Generating synthetic regression dataset...

X, y, feature_names = generate_regression_dataset(n_samples=1000)

print(f"\nDataset Info:")


Dataset Info:

print(f"  Features: {feature_names}")

  Features: ['x1_quadratic', 'x2_piecewise', 'x3_sinusoidal', 'x4_linear']

print(f"  Shape: {X.shape}")

  Shape: (1000, 4)

print(f"  Target range: [{y.min():.2f}, {y.max():.2f}]")

  Target range: [-4.63, 72.73]

The next code chunk fits a decision tree using a 75:25 train:test split and computes two metrics on the test data set: the R-square equivalent coefficient of determination and the mean square prediction error \(\widehat{MSE}_{\text{Test}}\). This code chunk should be helpful for the remainder of the assignment if you are not familiar with decision trees in Python.

from sklearn.tree import DecisionTreeRegressor
from sklearn.metrics import mean_squared_error, r2_score
from sklearn.model_selection import train_test_split

X_train, X_test, y_train, y_test = train_test_split(
    X, y, train_size=0.75, random_state=235)
            
model = DecisionTreeRegressor(
    max_depth=6,
    min_samples_split=10,
    min_samples_leaf=5
    )
            
# Train model
model.fit(X_train, y_train)

DecisionTreeRegressor(max_depth=6, min_samples_leaf=5, min_samples_split=10)

In a Jupyter environment, please rerun this cell to show the HTML representation or trust the notebook.
On GitHub, the HTML representation is unable to render, please try loading this page with nbviewer.org.

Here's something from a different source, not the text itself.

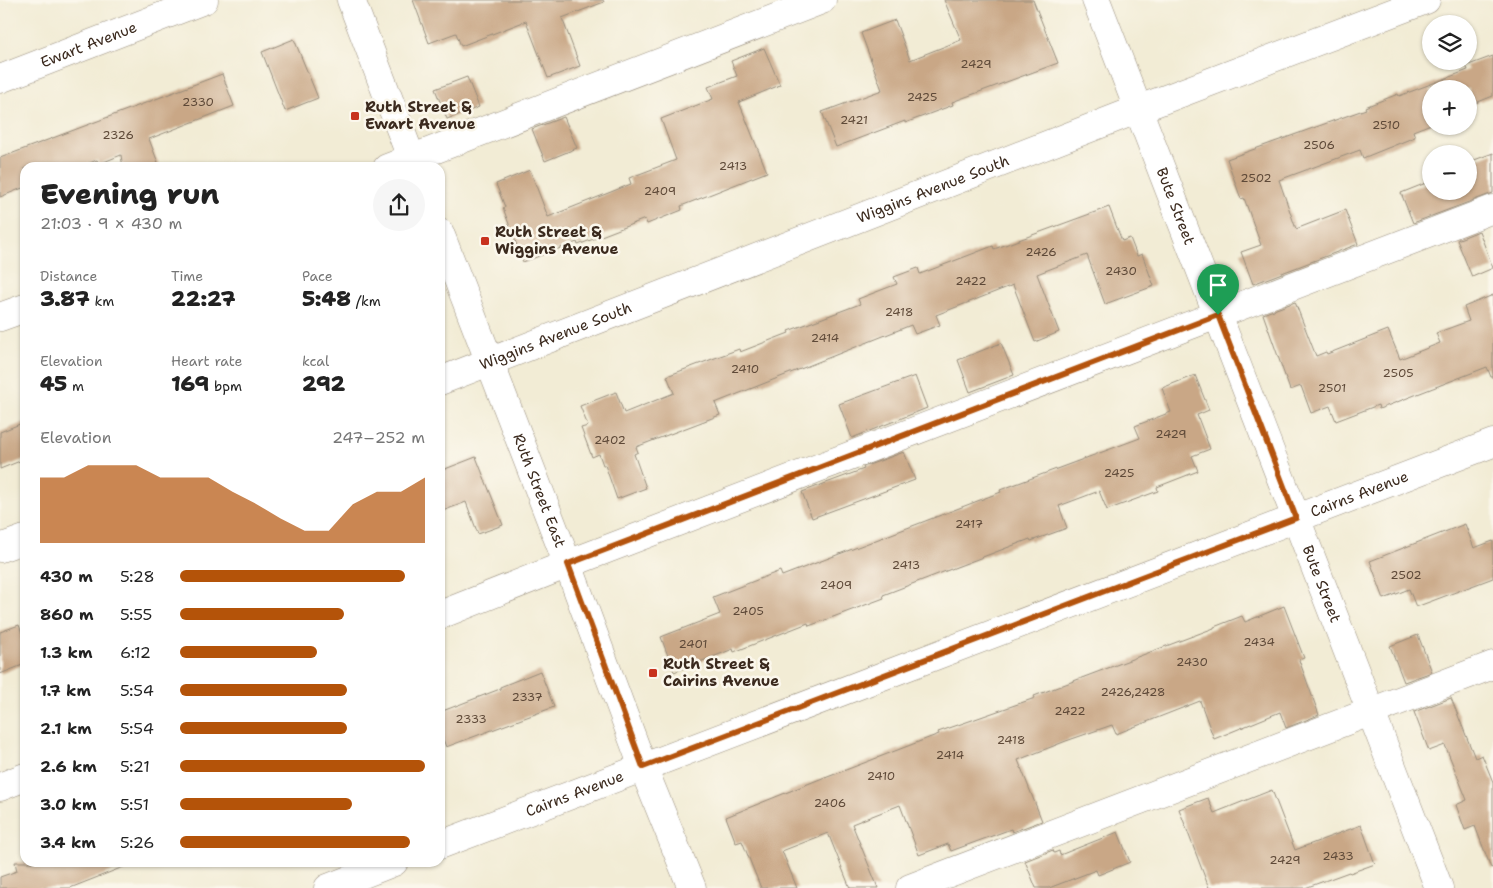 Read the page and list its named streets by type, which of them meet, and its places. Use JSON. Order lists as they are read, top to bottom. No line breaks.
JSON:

y_pred = model.predict(X_test)
            
# Calculate metrics
r2 = r2_score(y_test, y_pred)
mse = mean_squared_error(y_test, y_pred)
print(f"  R2 score: {r2:.3f}")

  R2 score: 0.902

print(f"  MSE_Test: {mse:.3f}")

  MSE_Test: 27.973

Task

Write a function that performs \(k\)-fold cross-validation and calculates across all folds the following:

Mean squared error for the test set.
Coefficient of determination (\(R^2\))

Report the min, max, mean, and standard deviation for these two statistics for \(k=5\), \(k=10\).

Plot the MSE and \(R^2\) values for the two values of \(k\).

Leave-One-Out Cross-validation for Decision Tree

How do you adjust the code in the previous assignment to perform leave-one-out cross-validation?

Perform the LOO CV and compare the result to the previous ones.
How much slower is the LOOCV compared to \(k\)-fold CW with \(k=5\) and \(k=10\)?

Compare with sklearn’s cross_val_score

Repeat the \(5\)-fold cross-validation exercise but now use cross_val_score in sklearn. How do the cross-validated mean squared error and \(R^2\) compare to the code you rolled yourself?